I have played two hours of the thing and every cell in my body is singing La Marseillaise; I am planning to purchase a beret and start carrying a baguette as early as tomorrow morning
So far this is the most drastic coloration change from the Amano design to the final in-game one (Steiner is also a departure, though design-wise is way closer to the end result). TBH I kinda prefer the Amano take on Eiko? The green clothes are a color note the playable cast is lacking (we have blue/light blue, red, orange, pink/white, silver but not green). Less hot on her being blonde, but it's easy enough to change that (see also Garnet's Amano art vs how the final model looks like). And, well, the clothes remeble actual clothes and not whatever game Eiko is wearing.
Now that you mention it, it occurs to me that Eiko wearing green and yellow in the concept art would be another reference to the Summoners of FFIII, V, and for that matter, Rydia!
That means nothing, ALL of Amano's characters are blonde or white haired by default. The developers probably just ignored that part of the sketch by this game. Although I do think that green might have worked better on her bodysuit than the red/salmon Eiko got, if only because Garnet already has orange and white as her colors.
That means nothing, ALL of Amano's characters are blonde or white haired by default. The developers probably just ignored that part of the sketch by this game. Although I do think that green might have worked better on her bodysuit than the red/salmon Eiko got, if only because Garnet already has orange and white as her colors.

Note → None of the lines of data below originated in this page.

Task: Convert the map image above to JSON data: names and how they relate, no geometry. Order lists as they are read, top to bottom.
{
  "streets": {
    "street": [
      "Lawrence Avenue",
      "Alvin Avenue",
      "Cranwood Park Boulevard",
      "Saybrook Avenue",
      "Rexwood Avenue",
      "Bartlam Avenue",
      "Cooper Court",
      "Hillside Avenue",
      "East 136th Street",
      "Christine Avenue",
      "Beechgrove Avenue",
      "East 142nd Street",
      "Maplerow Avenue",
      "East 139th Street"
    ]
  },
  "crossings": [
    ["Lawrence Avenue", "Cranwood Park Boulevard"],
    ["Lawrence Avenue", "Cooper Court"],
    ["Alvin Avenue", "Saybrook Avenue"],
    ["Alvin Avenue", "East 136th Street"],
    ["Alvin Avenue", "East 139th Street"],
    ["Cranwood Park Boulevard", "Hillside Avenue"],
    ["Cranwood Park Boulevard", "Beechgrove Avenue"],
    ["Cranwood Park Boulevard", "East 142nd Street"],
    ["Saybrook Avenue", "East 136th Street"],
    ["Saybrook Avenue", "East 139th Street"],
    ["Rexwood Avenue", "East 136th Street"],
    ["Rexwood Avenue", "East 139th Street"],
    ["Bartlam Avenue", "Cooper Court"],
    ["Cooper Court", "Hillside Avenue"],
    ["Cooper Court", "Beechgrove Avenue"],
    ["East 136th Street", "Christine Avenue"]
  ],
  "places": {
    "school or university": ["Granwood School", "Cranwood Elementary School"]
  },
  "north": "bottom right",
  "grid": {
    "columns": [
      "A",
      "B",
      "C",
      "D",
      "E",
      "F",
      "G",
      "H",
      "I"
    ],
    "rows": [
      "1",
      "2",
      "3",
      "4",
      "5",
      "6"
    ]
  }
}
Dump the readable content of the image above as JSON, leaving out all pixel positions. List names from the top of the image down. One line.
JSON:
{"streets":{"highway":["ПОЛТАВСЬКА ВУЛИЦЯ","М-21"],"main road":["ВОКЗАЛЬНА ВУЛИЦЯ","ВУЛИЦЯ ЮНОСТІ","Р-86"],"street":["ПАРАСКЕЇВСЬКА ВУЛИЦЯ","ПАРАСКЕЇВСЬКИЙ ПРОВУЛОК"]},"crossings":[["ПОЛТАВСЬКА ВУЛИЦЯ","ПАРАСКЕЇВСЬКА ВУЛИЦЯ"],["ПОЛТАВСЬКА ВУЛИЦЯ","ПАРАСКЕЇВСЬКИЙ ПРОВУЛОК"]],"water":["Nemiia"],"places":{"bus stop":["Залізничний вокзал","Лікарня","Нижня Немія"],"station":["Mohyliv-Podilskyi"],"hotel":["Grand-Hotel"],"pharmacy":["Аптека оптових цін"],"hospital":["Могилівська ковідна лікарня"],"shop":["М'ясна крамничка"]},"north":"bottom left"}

I know that Amano has a thing for blonde/white hairs, Garnet in her Amano concept art is also blonde and yet ended up as black haired in-game. I guess they developers wanted to have the summoners have a similar color scheme to show commonalities between them; Eiko's outfit is a choice though.
Green is also a traditional Summoner color, as seen with Rydia and the many iterations of the Summoner job, and would fit someone raised as Summoner. Alas, not what we've got.